» What the task asks: Could you restate word for word each line from the top of the listing below through the line containing "2px #739b8b) drop-shadow(0"? Keep the pictures out.

Segment Open

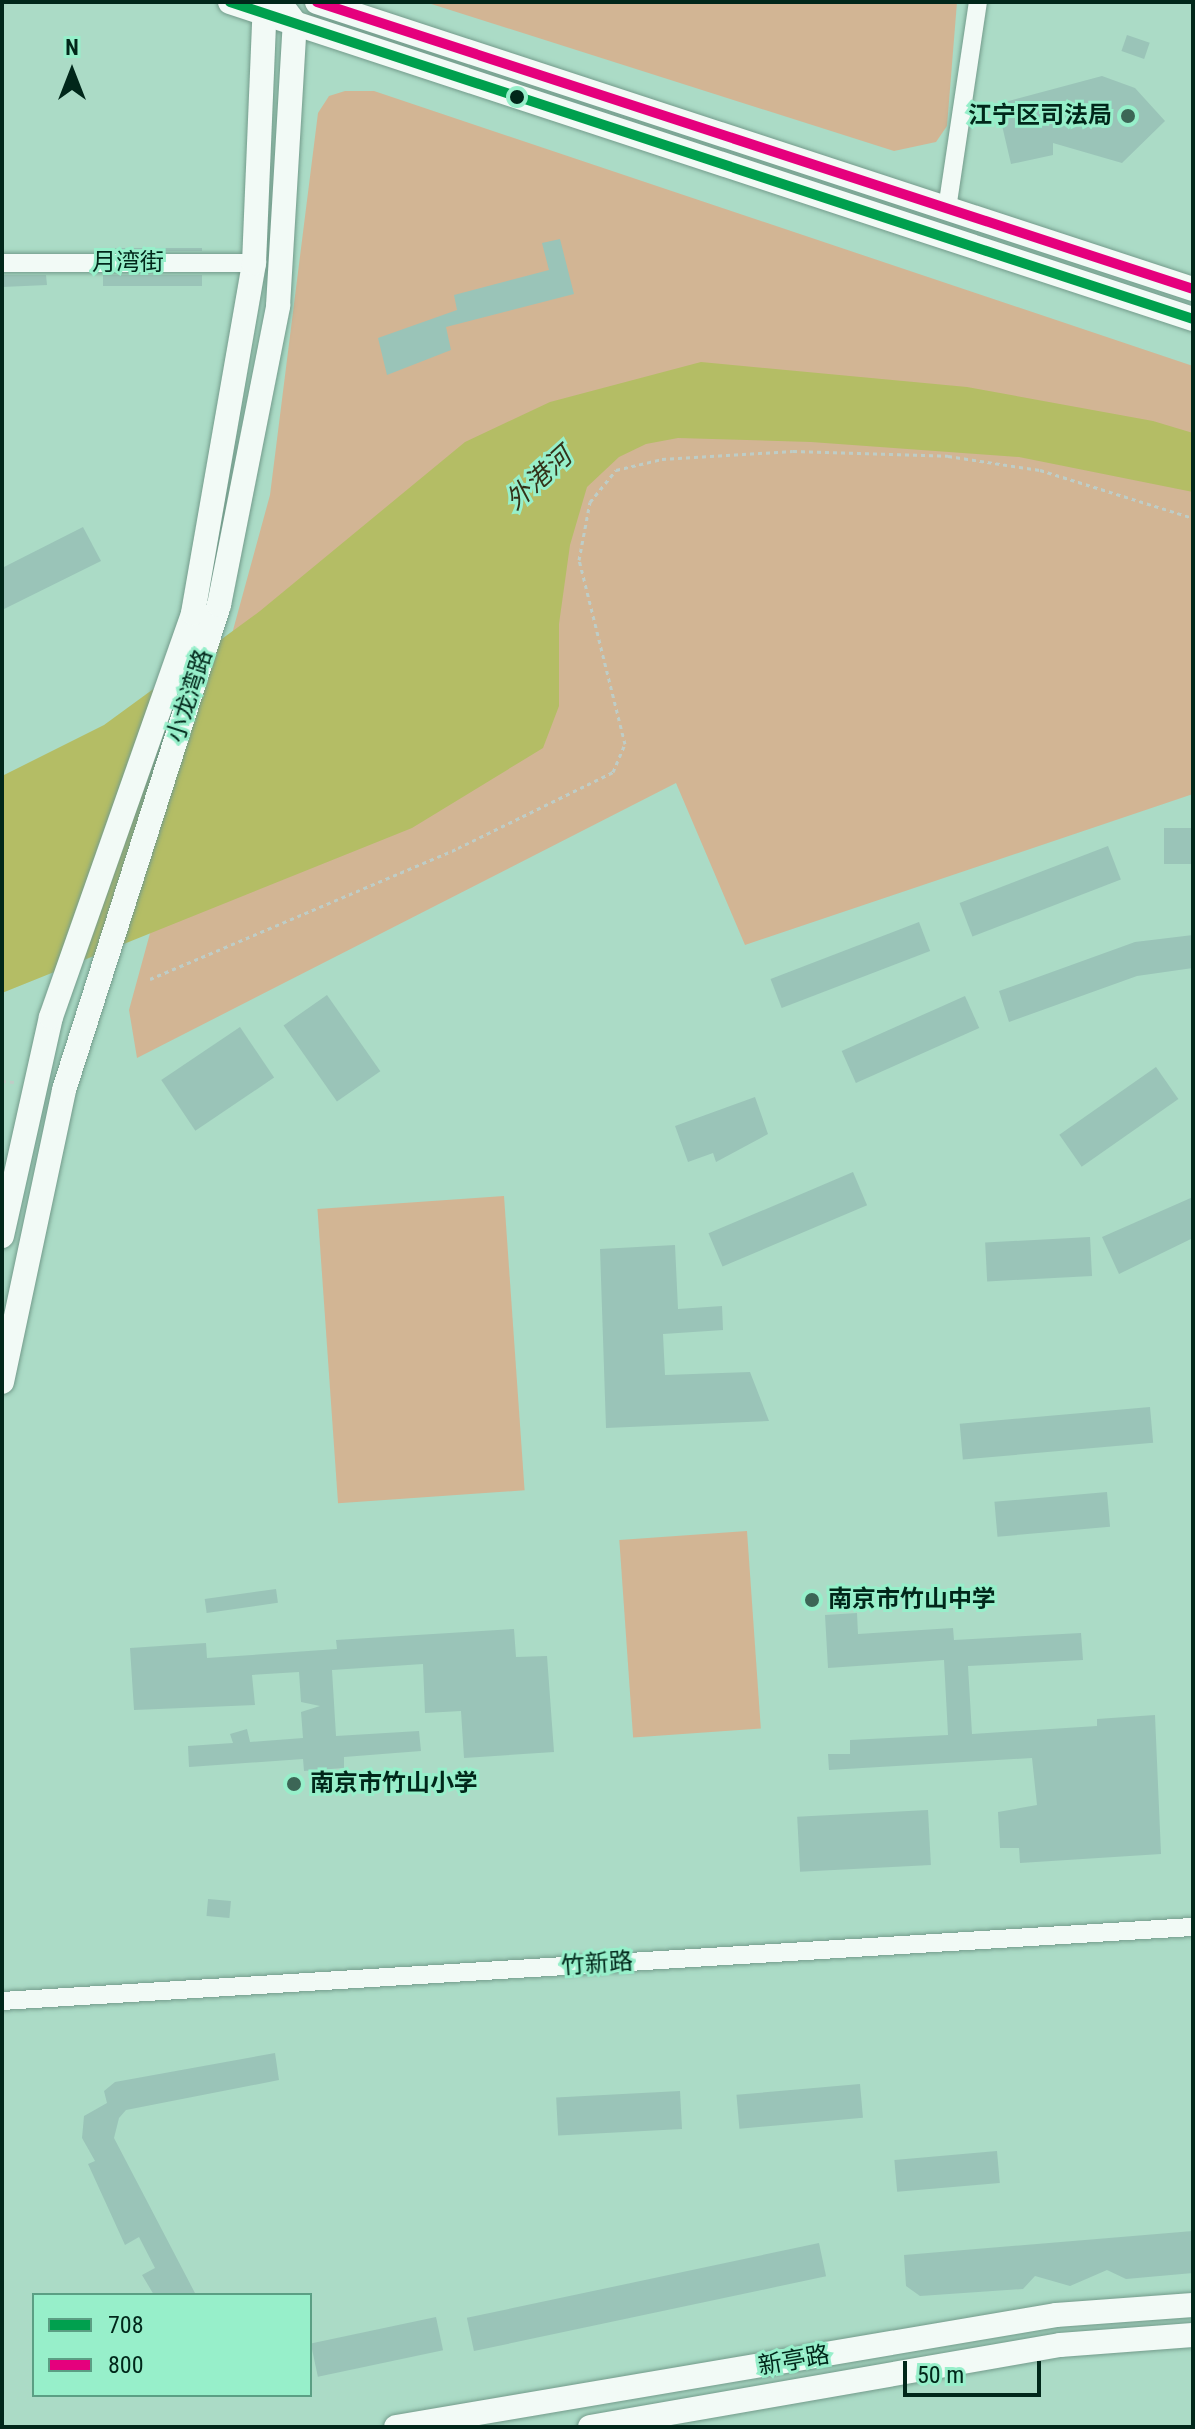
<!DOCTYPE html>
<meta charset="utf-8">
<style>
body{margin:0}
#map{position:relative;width:1195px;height:2429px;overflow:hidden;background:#abdbc6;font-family:"Roboto Condensed","Noto Sans SC",sans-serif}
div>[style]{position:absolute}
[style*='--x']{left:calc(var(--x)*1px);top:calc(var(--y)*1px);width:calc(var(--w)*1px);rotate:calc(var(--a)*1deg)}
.green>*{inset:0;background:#d2b594;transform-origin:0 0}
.water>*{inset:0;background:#b4bd65}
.building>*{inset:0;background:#9ac4b8;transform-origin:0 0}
.path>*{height:3px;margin-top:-1.5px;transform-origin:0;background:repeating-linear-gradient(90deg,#becdc7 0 4px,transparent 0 8px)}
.roads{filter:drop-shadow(0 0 2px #739b8b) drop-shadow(0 0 2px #739b8b)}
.minor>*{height:18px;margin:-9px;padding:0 9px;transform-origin:9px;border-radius:9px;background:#f2faf6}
.major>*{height:24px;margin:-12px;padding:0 12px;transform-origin:12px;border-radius:12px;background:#f2faf6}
.bus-1>*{height:10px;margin:-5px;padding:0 5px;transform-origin:5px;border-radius:5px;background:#00a04e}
.bus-2>*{height:10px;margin:-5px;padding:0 5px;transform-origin:5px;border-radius:5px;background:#e5007d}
.dots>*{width:22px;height:22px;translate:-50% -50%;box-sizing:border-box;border:4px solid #97efca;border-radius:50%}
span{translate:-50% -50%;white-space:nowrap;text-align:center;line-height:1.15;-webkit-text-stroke:6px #97efca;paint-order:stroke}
.poi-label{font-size:24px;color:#01271a;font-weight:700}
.right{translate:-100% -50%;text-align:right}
.left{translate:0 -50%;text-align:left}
.street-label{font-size:24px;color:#01271a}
.water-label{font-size:26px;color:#333219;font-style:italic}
.frame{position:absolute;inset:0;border:4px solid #01271a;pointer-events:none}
.legend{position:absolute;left:32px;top:2293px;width:280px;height:104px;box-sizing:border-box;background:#97efca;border:2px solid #5b9f84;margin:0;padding:10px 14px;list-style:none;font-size:24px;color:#01271a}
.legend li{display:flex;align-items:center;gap:16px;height:40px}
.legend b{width:40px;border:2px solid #5b9f84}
.north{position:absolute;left:32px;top:32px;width:80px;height:80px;-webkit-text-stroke:6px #97efca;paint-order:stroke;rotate:0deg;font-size:22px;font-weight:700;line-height:32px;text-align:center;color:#01271a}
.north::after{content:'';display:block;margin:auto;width:28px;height:36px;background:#01271a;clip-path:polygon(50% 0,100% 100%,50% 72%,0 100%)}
.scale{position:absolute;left:903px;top:2361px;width:138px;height:36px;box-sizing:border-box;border:4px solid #01271a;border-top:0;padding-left:10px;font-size:24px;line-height:28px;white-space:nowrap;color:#01271a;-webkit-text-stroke:6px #97efca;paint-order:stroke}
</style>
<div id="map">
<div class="green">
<i style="clip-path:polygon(425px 2px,957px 2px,947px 126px,936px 142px,894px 151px)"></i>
<i style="clip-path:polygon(345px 91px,374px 91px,1193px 366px,1193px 794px,745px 945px,676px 783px,137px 1058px,129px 1010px,270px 495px,318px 113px,329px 96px)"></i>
<i style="left:504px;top:1196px;width:295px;height:187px;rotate:86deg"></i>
<i style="left:747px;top:1531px;width:198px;height:128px;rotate:86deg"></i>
</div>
<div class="water">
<i style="clip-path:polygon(701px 362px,967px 387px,1153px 421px,1193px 433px,1193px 492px,1019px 457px,811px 442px,678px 438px,646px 444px,619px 457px,587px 487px,570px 545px,559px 624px,559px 706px,543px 748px,412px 828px,2px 993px,2px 776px,104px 725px,260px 611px,465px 442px,550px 402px)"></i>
</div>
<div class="building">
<i style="left:1127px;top:35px;width:24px;height:17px;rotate:19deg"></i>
<i style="clip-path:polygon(1102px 76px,1135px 88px,1165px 121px,1122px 163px,1053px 143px,1053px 155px,1011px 164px,997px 104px)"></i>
<i style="clip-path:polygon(560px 239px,574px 294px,446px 327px,451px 350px,387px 375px,378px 338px,457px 310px,454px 295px,549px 270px,542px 243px)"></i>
<i style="left:103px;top:248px;width:99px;height:3px"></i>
<i style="clip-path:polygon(2px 275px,46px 275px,47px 285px,2px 287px)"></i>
<i style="left:103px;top:275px;width:99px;height:11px"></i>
<i style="clip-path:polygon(83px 527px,101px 561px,2px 610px,2px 568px)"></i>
<i style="left:1164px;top:828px;width:29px;height:36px"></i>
<i style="left:1108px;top:846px;width:36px;height:159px;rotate:69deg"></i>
<i style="left:919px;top:922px;width:31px;height:159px;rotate:69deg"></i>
<i style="clip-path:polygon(1193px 935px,1193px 968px,1137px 976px,1009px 1022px,999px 991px,1135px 942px)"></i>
<i style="left:327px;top:995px;width:93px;height:53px;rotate:55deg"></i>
<i style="left:965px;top:996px;width:35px;height:135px;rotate:66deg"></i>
<i style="left:240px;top:1027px;width:61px;height:95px;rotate:56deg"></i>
<i style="left:1156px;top:1067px;width:39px;height:118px;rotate:55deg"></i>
<i style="clip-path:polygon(755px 1097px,768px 1134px,716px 1162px,713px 1153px,688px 1162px,675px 1126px)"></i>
<i style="left:853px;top:1172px;width:36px;height:157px;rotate:67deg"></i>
<i style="clip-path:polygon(1193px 1197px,1193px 1238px,1119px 1274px,1102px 1237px)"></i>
<i style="left:1090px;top:1237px;width:39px;height:105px;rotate:87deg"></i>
<i style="clip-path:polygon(675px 1245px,678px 1309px,722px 1306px,723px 1330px,663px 1334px,665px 1375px,750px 1372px,769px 1421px,606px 1428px,600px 1249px)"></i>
<i style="left:1150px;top:1407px;width:36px;height:191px;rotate:85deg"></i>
<i style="left:1107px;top:1492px;width:35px;height:113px;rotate:85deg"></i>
<i style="left:276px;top:1589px;width:14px;height:72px;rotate:82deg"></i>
<i style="clip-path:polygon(857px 1613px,858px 1634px,953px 1628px,954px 1640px,1081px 1633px,1083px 1660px,968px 1666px,972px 1734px,1097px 1726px,1097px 1719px,1155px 1715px,1161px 1854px,1020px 1863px,1019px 1848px,1000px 1848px,998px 1812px,1037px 1805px,1032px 1758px,829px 1770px,828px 1754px,850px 1754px,850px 1740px,948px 1735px,944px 1660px,828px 1668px,825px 1615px)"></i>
<i style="clip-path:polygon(514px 1629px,516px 1657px,547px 1656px,554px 1752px,464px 1758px,461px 1711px,425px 1713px,423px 1664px,332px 1670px,336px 1736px,419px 1731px,421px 1751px,344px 1757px,344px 1768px,304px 1771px,303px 1759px,189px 1767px,188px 1746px,233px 1743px,230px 1734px,247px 1729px,250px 1742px,303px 1738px,301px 1712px,320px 1706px,301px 1702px,299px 1672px,252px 1675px,255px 1705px,134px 1710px,130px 1648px,206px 1643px,207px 1658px,222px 1657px,337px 1649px,336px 1640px)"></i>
<i style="left:928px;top:1810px;width:55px;height:131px;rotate:87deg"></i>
<i style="left:208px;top:1899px;width:23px;height:17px;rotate:5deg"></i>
<i style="clip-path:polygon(275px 2053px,279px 2080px,126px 2110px,119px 2118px,114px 2138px,196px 2295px,154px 2295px,142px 2275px,155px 2268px,139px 2237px,125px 2245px,88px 2164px,95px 2161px,82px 2138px,84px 2116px,107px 2103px,104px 2091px,115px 2082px)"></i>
<i style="left:860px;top:2084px;width:34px;height:124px;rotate:85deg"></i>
<i style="left:680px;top:2091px;width:38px;height:124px;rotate:87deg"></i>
<i style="left:997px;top:2151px;width:32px;height:103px;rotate:85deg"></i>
<i style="clip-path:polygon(1193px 2231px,1193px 2273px,1126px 2279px,1107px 2270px,1070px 2286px,1035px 2276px,1023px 2289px,920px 2296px,906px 2286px,904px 2255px)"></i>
<i style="left:819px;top:2243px;width:34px;height:360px;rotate:78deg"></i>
<i style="left:436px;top:2317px;width:34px;height:128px;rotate:78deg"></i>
</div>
<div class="path">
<i style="--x:150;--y:979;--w:335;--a:-23"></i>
<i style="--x:458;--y:848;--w:173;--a:-26.1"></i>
<i style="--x:613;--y:772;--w:30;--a:-67"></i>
<i style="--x:625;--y:744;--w:190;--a:-104"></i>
<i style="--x:579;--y:560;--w:59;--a:-79.3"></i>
<i style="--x:590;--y:502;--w:41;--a:-50.9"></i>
<i style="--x:616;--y:470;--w:47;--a:-13.4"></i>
<i style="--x:662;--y:459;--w:131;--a:-3.5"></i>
<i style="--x:793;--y:451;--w:155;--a:1.8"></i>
<i style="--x:948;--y:456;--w:93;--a:8.7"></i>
<i style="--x:1040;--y:470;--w:160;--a:17.4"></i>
<i style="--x:2;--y:1081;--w:12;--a:5"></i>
</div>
<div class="roads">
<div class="minor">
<i style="--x:947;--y:209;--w:209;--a:-81.5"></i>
<i style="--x:2;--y:263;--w:252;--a:0"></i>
<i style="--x:2;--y:2001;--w:1193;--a:-3.56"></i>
</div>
<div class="major">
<i style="--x:230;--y:2;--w:1014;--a:18.22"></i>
<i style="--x:317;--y:2;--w:922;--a:18.14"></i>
<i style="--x:2;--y:1236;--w:224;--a:-77.4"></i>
<i style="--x:51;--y:1017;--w:428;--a:-70.6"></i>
<i style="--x:193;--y:613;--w:355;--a:-80.1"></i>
<i style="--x:254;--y:263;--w:261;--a:-87.6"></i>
<i style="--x:2;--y:1382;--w:299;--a:-78"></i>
<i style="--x:64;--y:1090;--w:509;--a:-72.28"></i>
<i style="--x:219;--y:605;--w:305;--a:-78.8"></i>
<i style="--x:278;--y:306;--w:284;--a:-86.6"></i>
<i style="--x:295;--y:23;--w:26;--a:-127"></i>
<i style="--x:396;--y:2427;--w:669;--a:-9.63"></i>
<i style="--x:1056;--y:2315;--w:137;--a:-4.2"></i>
<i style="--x:590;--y:2427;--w:477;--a:-9.9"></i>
<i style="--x:1060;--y:2345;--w:133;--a:-4.3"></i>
</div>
</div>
<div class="bus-1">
<i style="--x:230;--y:2;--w:1014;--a:18.22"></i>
</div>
<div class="bus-2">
<i style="--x:317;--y:2;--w:922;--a:18.14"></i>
</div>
<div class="dots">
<i style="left:517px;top:97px;background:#01271a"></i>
<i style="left:1128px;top:116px;background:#3c6656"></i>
<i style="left:812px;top:1600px;background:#3c6656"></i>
<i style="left:294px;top:1784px;background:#3c6656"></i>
</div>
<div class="poi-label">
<span class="right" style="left:1112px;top:116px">江宁区司法局</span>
<span class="left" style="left:828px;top:1600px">南京市竹山中学</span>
<span class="left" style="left:310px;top:1784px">南京市竹山小学</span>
</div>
<div class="street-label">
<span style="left:128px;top:263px">月湾街</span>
<span style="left:190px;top:696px;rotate:-72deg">小龙湾路</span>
<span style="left:597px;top:1964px;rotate:-4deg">竹新路</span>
<span style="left:794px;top:2361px;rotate:-10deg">新亭路</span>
</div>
<div class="water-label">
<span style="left:539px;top:479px;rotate:-42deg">外港河</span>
</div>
<div class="frame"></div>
<ul class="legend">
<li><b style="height:10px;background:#00a04e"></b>708</li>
<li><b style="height:10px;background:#e5007d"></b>800</li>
</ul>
<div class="north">N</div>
<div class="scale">50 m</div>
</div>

Segment Closed

» Solved exercise:
<!DOCTYPE html>
<meta charset="utf-8">
<style>
body{margin:0}
#map{position:relative;width:1195px;height:2429px;overflow:hidden;background:#abdbc6;font-family:"Roboto Condensed","Noto Sans SC",sans-serif}
div>[style]{position:absolute}
[style*='--x']{left:calc(var(--x)*1px);top:calc(var(--y)*1px);width:calc(var(--w)*1px);rotate:calc(var(--a)*1deg)}
.green>*{inset:0;background:#d2b594;transform-origin:0 0}
.water>*{inset:0;background:#b4bd65}
.building>*{inset:0;background:#9ac4b8;transform-origin:0 0}
.path>*{height:3px;margin-top:-1.5px;transform-origin:0;background:repeating-linear-gradient(90deg,#becdc7 0 4px,transparent 0 8px)}
.roads{filter:drop-shadow(0 0 2px #739b8b) drop-shadow(0 0 2px #739b8b)}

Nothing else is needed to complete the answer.